We initially generated a database of 1146 photographs sourced from GMDB and publicly accessible platforms on the Internet. This database included 485 images of healthy controls (HC), as well as 661 images of individuals with four specifically recognized developmental diseases, as reported in Table 2. Systematic examinations were conducted to exclude photographs in which the face or an eye was not distinctly apparent or in which an expert clinician could not confirm the diagnosis of the genetic disorders or the absence of any disorders. In addition, the distribution of the dataset in terms of age (mean 6 years, SD 4.58 years; range 0.6–13 years), gender, and ethnicity is displayed in Figure 1.

3.2. Syndrome Identification Pipeline

The diagram in Figure 2 represents the proposed multi-class syndrome classification algorithm, which contains the main steps such as image preprocessing, facial detection, image augmentation, transfer learning, syndrome classification, and model evaluation.

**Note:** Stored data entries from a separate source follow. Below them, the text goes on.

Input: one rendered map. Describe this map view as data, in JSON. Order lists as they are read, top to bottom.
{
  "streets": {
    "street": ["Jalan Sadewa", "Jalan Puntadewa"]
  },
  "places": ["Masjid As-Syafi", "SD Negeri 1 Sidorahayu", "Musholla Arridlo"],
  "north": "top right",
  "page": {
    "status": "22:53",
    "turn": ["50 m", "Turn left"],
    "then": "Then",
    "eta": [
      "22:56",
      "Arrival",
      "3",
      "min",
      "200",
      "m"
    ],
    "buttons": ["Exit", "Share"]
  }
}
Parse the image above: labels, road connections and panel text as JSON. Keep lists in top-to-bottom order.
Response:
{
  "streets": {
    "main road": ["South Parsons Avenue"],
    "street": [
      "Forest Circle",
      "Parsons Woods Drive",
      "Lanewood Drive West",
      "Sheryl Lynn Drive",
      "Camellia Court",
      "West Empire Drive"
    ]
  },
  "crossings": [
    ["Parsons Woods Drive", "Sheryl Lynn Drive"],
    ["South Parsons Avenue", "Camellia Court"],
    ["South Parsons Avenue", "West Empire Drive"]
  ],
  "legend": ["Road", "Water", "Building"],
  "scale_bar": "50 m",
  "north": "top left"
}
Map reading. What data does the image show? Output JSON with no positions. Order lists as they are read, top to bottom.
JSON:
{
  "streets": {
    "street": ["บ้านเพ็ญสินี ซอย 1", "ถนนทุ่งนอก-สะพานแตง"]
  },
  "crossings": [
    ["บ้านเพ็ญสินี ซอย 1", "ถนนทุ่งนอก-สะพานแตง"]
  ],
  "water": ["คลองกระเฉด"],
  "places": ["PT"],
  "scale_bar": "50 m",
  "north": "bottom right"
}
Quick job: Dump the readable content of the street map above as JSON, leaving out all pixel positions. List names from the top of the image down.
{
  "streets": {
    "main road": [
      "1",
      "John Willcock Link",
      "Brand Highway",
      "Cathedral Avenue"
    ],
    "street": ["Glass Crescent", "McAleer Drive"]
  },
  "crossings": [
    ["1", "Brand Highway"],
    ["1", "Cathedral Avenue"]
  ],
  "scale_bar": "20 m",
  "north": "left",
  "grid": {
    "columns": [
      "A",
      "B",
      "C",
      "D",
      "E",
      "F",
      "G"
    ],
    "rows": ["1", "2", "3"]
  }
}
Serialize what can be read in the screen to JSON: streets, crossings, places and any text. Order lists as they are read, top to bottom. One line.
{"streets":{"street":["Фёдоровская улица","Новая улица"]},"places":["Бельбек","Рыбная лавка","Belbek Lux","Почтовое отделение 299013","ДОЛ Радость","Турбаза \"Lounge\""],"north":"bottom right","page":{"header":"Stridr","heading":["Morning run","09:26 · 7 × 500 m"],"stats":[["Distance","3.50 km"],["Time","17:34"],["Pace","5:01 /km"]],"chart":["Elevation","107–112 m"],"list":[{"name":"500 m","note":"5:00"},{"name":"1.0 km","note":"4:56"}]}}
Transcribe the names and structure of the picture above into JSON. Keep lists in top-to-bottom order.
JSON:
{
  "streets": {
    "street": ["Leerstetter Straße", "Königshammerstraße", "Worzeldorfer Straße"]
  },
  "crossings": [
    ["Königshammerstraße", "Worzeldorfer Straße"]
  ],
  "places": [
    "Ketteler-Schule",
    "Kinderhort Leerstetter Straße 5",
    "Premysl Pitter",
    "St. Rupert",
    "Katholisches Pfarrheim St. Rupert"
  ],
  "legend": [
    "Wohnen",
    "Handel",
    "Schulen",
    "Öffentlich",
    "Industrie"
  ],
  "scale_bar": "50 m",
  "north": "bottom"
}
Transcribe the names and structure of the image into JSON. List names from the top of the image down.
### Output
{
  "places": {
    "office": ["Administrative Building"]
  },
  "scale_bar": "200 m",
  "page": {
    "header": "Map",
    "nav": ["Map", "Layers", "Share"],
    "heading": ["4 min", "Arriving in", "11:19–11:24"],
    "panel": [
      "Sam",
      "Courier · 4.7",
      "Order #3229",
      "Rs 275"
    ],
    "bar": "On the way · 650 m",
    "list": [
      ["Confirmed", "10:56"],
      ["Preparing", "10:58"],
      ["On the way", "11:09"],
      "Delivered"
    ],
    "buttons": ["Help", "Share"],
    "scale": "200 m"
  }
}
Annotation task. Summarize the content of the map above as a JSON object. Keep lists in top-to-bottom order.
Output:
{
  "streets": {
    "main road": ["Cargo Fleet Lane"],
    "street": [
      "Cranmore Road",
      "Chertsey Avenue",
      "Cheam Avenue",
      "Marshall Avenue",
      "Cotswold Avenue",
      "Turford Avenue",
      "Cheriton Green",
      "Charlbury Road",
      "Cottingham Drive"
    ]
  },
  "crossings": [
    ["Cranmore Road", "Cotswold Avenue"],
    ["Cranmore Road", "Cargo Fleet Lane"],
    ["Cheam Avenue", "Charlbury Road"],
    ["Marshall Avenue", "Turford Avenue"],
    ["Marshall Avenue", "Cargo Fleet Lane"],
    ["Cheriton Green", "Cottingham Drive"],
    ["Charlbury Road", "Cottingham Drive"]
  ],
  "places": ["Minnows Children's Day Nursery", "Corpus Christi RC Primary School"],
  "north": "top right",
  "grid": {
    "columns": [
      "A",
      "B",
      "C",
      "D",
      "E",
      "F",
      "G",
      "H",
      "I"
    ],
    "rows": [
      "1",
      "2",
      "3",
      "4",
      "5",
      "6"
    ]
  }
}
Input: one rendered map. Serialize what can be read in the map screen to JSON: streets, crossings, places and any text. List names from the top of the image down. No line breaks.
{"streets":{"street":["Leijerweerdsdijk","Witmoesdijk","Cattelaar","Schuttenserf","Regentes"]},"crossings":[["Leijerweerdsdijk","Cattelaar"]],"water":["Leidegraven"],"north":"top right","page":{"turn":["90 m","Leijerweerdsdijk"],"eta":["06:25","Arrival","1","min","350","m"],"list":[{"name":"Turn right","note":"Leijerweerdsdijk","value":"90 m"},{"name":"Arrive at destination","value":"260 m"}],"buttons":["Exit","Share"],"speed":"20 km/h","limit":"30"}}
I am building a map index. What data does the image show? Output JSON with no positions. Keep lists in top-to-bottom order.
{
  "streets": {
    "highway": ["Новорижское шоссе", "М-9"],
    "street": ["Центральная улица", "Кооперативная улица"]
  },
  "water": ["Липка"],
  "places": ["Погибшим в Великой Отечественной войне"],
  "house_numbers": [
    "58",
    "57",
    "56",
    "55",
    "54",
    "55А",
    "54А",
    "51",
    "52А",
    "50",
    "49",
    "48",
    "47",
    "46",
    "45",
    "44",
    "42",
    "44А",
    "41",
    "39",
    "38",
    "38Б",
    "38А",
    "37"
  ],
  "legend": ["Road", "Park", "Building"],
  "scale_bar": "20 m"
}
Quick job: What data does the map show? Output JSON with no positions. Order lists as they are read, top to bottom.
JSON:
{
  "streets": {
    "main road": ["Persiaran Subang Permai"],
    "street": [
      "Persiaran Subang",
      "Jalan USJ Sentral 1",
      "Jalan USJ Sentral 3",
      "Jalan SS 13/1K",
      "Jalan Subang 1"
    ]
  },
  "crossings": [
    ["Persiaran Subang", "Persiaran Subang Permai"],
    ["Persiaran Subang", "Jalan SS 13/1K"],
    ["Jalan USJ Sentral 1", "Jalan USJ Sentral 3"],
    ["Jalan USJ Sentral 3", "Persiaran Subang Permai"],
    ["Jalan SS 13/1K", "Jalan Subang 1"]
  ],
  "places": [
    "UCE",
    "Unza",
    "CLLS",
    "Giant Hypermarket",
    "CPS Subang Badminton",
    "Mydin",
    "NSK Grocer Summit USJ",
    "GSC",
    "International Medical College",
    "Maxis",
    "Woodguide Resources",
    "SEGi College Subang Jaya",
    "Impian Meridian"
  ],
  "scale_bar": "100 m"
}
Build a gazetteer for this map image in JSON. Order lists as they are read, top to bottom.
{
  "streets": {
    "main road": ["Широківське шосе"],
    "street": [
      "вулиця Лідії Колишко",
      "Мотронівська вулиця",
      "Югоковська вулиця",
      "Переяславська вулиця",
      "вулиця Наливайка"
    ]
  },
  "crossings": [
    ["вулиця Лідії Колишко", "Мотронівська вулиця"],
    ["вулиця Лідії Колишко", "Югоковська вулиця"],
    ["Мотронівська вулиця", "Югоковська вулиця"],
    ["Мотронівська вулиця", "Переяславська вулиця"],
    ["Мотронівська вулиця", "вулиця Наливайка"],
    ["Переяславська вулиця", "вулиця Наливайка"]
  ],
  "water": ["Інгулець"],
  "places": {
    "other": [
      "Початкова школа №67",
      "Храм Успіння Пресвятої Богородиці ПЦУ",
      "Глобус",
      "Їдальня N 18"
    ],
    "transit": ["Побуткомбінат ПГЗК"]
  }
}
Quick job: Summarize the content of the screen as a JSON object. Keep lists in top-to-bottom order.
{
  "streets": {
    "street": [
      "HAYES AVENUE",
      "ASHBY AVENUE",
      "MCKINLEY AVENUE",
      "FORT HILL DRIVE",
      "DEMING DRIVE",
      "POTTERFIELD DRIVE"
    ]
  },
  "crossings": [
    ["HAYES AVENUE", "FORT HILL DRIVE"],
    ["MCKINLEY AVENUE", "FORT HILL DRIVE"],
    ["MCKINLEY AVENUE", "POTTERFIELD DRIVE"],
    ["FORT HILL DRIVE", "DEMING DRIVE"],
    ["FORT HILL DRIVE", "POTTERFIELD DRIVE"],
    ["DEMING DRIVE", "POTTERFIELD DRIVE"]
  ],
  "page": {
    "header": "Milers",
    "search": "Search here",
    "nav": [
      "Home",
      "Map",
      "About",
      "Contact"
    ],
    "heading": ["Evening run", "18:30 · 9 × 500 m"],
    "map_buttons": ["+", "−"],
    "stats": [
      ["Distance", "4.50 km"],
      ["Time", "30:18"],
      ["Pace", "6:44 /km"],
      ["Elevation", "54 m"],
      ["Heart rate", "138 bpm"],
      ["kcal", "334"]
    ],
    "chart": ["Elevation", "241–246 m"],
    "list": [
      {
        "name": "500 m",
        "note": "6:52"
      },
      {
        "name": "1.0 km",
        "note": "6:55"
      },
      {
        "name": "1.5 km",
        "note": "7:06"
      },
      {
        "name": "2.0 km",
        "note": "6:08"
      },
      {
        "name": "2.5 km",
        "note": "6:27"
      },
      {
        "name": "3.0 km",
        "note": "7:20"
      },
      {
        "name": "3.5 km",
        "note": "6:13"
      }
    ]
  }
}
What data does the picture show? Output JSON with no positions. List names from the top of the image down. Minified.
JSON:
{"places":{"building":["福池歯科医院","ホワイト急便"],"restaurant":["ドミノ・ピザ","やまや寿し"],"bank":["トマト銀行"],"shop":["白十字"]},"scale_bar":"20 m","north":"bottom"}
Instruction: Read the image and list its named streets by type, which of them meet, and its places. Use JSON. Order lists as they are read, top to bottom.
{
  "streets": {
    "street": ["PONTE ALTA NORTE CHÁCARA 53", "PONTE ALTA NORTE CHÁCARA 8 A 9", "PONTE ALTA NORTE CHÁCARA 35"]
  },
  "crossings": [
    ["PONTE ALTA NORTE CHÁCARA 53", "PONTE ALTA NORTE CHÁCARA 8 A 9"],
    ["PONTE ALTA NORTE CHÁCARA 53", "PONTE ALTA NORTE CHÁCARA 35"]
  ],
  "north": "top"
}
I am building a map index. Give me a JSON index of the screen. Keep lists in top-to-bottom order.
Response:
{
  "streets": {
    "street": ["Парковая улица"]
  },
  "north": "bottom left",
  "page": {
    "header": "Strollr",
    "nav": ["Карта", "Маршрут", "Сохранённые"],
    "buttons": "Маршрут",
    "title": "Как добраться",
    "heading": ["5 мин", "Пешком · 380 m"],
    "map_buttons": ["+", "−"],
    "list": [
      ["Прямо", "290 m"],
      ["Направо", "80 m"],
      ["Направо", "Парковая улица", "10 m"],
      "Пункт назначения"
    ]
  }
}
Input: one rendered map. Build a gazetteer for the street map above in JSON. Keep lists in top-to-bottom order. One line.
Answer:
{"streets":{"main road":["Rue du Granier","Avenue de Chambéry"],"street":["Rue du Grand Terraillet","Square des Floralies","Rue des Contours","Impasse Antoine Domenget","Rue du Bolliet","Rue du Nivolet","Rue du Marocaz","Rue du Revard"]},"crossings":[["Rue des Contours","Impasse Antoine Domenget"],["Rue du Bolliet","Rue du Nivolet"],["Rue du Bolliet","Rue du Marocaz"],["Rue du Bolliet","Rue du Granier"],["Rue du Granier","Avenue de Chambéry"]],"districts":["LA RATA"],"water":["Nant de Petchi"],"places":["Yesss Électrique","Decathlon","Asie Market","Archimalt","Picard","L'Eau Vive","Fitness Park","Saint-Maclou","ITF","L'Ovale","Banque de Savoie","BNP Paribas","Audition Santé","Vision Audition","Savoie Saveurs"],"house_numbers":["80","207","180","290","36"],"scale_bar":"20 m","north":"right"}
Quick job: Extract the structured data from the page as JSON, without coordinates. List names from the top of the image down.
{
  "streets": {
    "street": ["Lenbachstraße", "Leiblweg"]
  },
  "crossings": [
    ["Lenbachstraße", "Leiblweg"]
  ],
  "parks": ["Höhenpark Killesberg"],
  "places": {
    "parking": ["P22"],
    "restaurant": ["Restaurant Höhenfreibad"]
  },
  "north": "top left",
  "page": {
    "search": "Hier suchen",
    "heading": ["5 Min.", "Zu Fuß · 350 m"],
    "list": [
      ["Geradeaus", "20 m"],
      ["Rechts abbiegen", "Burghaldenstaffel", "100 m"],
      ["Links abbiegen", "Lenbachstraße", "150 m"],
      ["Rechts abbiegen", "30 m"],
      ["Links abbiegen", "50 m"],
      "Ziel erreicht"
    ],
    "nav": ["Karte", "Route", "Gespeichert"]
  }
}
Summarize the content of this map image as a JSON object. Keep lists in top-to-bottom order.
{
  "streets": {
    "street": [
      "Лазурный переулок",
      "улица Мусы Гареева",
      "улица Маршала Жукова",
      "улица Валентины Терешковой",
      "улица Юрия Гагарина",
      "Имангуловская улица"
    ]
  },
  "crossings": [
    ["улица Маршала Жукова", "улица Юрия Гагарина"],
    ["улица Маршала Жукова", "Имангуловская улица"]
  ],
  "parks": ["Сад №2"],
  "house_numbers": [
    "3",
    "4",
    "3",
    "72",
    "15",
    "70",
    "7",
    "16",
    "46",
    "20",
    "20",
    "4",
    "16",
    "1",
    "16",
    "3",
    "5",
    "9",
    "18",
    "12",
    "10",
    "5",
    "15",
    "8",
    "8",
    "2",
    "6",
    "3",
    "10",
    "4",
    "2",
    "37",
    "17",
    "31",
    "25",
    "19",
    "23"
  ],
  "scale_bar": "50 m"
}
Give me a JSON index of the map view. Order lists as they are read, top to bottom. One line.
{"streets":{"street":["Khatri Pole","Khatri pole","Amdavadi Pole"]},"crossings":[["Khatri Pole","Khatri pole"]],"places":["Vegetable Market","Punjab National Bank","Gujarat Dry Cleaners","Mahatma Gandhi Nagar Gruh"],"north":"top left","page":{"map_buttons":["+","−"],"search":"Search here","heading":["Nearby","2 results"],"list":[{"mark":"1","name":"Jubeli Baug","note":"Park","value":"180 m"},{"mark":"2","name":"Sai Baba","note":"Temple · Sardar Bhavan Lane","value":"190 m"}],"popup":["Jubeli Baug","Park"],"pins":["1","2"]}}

3.2.1. Image Preprocessing

The experimental datasets exhibited significant heterogeneity in terms of image dimensionality and categorical representations. A common preprocessing technique applied across these diverse inputs was to standardize the visual input by resizing all images to a fixed spatial resolution compatible with the architectural requirements of the respective CNN models under evaluation. For the facial localization stage, we employed the Haar cascade classifier face_cascade implementation from the OpenCV computer vision library [24]. This step identified and localized the faces within the images. We then proceeded to crop the face region from the original image based on the coordinates of the bounding box. By doing so, we can concentrate entirely on the subject’s face and avoid any background noise or distractions. Finally, picture resizing was carried out to make sure everything was compatible and uniform throughout the dataset. To avoid distortion, the images were resized to a consistent resolution while preserving the aspect ratio. This step is essential to ensure that the input dimensions used to train and test the classification models are consistent. The resulting cropped and resized face images can then be further processed or used as input for subsequent analysis and classification tasks. Python libraries like TensorFlow and Keras are used to develop and simulate these proposed methodologies.

3.2.2. Data Augmentation

Data augmentation is a widely adopted technique used to artificially expand the size and diversity of training datasets, particularly in the context of computer vision applications [25]. The generation of additional training samples through the application of various transformations is crucial for establishing the efficacy of deep learning-based models, which typically require extensive amounts of diverse data to achieve robust predictive performance. In this study, we employed a two-pronged data augmentation strategy encompassing both spatial and color-based transformations [26]. The spatial augmentation procedures included scaling, cropping, shearing, padding, flipping, translation, and rotation. The color enhancement techniques involved adjusting brightness, saturation, and contrast. Expressly, the shear range, zoom range, height shift range, and width shift range were all set to 0.2, and the rotation range was set to 40 degrees. Additionally, a horizontal flip was applied using the ‘nearest’ fill mode.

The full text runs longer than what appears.